Return the lines below that contain "rows".
_____
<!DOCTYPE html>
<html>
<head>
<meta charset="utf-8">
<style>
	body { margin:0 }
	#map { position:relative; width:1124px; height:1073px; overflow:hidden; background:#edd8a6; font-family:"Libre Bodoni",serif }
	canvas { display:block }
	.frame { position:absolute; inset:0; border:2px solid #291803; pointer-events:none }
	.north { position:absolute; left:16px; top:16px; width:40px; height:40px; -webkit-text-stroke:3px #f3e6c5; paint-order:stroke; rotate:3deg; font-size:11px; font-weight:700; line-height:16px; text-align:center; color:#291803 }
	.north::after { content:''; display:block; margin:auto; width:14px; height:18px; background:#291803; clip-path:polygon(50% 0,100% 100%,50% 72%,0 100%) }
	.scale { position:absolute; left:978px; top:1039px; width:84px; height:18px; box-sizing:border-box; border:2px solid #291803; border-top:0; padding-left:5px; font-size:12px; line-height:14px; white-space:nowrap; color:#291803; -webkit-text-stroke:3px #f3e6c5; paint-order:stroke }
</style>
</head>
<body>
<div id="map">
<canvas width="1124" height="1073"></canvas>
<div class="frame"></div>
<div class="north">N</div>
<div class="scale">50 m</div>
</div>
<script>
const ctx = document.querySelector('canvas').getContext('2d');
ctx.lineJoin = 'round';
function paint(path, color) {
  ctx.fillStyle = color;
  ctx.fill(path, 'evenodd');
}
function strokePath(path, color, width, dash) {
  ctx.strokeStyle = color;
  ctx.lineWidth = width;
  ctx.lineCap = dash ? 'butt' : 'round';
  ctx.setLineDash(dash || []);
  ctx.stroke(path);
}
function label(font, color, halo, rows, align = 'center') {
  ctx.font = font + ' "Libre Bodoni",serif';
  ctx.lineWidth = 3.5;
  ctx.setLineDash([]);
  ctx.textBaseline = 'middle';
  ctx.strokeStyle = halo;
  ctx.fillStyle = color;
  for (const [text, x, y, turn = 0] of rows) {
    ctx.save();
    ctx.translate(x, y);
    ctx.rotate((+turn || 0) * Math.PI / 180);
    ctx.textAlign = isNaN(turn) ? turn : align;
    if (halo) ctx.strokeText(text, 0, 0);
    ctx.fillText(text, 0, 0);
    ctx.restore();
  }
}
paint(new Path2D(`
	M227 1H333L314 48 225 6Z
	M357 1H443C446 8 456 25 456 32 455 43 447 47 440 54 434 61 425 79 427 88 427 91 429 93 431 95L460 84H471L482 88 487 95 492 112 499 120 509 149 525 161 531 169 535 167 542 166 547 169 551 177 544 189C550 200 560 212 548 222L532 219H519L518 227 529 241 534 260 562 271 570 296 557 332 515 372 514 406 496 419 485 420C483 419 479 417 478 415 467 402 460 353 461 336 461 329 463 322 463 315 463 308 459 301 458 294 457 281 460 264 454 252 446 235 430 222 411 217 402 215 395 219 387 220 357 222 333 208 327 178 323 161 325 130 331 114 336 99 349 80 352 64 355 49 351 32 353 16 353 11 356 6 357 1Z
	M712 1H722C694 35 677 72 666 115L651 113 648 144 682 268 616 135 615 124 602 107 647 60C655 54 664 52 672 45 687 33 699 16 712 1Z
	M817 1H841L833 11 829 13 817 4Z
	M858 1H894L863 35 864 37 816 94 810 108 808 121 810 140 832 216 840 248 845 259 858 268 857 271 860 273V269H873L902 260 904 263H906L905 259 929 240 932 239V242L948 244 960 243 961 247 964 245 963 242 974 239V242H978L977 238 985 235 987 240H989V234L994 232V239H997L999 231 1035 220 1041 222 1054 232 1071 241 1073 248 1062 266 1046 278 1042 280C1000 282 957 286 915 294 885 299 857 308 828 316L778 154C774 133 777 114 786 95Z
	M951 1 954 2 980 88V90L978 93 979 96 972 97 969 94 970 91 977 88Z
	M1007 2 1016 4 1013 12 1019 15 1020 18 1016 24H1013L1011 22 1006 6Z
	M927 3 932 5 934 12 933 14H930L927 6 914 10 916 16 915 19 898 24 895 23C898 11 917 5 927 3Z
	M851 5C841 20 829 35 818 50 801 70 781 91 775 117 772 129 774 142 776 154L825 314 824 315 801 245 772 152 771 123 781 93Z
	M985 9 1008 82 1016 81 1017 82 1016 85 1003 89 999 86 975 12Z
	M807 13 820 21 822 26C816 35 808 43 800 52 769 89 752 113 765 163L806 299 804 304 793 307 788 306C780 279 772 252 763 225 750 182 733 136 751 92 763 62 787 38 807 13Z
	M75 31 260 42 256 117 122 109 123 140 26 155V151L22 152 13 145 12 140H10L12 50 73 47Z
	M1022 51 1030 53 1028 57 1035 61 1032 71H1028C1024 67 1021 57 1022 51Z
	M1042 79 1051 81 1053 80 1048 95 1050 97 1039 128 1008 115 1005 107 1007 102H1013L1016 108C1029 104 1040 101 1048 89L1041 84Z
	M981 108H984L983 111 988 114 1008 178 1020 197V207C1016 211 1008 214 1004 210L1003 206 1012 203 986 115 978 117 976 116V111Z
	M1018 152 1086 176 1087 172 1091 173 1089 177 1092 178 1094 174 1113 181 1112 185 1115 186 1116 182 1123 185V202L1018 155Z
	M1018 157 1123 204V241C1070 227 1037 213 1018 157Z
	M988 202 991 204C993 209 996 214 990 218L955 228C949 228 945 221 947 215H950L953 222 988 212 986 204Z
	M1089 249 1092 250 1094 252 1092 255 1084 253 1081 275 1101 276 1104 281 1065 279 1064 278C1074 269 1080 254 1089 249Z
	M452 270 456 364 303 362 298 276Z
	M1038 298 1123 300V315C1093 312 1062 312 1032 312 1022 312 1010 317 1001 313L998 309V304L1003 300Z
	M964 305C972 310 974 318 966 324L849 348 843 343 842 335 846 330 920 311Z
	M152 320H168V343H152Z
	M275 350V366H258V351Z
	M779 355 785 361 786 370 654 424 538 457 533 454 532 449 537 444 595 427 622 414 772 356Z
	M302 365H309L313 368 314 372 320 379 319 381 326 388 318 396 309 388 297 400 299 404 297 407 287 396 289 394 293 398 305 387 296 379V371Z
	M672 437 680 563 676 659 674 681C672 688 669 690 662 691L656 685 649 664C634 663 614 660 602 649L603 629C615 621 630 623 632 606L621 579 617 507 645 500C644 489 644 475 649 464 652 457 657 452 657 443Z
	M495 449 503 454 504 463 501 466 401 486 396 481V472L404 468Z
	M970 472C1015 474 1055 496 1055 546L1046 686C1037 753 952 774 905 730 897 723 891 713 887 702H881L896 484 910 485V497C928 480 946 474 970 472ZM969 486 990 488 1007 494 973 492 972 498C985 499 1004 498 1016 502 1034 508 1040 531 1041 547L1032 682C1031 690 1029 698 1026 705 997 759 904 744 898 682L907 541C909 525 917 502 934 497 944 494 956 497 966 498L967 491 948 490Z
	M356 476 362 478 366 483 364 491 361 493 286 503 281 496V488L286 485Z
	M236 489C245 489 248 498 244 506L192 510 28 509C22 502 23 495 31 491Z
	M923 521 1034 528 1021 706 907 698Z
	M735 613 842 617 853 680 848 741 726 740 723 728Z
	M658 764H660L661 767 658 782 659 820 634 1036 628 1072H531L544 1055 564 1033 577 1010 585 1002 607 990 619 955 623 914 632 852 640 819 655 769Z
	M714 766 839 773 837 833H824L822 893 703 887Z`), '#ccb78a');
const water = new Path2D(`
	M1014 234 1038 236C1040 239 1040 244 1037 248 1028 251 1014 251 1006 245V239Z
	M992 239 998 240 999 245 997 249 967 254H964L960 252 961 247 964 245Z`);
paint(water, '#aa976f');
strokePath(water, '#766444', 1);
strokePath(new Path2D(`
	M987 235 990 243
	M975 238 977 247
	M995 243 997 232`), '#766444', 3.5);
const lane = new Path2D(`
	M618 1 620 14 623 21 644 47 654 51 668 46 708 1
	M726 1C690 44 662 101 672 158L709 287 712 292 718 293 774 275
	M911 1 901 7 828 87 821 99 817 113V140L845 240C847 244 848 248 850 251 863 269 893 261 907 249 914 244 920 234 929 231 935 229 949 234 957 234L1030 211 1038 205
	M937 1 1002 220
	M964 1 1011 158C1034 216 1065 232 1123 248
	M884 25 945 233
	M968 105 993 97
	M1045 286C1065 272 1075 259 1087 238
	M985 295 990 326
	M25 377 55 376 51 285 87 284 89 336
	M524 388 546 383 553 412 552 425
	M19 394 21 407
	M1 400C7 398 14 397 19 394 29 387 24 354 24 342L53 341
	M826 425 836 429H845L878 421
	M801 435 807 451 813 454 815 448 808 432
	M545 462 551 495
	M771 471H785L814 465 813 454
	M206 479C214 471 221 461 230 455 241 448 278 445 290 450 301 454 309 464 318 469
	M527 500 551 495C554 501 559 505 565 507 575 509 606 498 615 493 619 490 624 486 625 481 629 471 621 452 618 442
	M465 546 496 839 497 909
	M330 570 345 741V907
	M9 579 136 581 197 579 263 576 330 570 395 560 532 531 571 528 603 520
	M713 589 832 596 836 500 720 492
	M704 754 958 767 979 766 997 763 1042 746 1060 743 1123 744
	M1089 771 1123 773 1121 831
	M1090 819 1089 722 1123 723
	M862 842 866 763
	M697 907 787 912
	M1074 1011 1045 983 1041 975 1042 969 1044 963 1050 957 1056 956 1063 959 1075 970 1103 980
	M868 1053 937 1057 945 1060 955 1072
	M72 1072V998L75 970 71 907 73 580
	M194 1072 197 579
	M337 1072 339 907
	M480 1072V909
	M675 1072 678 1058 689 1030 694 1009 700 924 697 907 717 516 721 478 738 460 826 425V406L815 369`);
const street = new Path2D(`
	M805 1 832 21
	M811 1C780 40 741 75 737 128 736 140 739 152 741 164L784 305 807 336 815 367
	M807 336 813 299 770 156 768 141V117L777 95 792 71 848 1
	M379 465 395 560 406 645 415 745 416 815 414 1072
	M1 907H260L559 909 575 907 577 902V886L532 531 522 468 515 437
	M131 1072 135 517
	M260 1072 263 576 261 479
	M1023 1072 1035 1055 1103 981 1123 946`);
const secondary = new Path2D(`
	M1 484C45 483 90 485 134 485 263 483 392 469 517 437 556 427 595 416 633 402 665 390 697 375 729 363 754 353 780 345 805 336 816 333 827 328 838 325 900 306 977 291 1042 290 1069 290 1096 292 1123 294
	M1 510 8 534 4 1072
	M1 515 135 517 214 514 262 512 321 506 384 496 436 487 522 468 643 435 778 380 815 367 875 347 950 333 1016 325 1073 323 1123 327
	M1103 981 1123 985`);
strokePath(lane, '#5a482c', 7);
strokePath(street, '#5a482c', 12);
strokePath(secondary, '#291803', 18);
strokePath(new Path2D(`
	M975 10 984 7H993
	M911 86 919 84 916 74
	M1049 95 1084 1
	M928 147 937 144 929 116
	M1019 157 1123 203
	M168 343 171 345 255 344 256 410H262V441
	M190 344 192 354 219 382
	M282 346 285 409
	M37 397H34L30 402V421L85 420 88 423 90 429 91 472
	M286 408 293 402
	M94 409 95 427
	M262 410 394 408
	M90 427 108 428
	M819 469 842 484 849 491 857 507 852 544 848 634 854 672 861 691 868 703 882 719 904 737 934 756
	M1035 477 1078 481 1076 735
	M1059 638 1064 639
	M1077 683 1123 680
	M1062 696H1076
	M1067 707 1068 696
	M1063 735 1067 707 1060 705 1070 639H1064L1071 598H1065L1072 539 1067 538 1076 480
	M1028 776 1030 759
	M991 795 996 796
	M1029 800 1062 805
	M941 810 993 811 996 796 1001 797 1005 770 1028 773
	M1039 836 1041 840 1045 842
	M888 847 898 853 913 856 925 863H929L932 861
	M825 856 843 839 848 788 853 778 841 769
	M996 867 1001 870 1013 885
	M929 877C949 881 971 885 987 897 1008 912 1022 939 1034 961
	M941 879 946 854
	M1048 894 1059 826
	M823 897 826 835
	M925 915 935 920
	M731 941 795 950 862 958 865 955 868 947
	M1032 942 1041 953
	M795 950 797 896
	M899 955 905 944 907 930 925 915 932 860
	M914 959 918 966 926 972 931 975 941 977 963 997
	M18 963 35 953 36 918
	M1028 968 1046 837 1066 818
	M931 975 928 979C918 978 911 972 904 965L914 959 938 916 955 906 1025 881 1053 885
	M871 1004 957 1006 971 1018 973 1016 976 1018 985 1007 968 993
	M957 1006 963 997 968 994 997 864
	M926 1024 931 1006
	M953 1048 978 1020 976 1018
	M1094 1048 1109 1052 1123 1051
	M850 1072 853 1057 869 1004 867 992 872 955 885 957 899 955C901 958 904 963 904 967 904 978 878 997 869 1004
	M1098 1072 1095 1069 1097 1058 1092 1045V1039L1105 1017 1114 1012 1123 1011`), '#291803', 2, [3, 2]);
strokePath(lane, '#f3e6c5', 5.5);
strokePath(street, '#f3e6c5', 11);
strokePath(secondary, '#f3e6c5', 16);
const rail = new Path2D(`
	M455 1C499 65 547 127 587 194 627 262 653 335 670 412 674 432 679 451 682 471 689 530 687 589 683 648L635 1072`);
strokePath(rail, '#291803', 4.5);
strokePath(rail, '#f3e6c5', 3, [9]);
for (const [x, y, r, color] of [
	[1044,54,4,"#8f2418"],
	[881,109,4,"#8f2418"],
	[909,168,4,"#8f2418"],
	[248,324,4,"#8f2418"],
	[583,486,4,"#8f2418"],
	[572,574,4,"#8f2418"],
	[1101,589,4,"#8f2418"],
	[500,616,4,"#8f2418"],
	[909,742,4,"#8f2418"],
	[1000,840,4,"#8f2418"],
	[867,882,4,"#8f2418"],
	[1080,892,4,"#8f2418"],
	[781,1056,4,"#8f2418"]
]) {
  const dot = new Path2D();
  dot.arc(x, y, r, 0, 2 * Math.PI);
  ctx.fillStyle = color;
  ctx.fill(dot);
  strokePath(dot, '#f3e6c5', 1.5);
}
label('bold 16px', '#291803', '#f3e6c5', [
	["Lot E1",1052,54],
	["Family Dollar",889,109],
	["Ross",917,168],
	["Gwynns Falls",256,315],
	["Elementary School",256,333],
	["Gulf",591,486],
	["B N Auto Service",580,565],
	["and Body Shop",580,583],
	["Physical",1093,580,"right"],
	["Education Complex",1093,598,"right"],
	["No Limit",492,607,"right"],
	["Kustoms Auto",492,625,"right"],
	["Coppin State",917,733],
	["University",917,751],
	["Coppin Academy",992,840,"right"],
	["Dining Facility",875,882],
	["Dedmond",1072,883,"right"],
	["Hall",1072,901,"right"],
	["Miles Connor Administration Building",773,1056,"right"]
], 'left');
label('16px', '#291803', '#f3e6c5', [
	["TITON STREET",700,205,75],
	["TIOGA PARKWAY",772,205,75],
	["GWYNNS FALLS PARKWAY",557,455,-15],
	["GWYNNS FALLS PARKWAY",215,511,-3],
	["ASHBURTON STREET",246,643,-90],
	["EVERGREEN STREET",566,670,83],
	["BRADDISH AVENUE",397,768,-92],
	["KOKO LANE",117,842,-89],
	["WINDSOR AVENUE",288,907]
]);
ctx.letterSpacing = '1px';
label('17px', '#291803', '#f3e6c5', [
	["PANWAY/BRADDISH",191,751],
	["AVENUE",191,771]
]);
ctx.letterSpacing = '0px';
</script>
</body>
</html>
_____
* _Response to this task_:
function label(font, color, halo, rows, align = 'center') {
  for (const [text, x, y, turn = 0] of rows) {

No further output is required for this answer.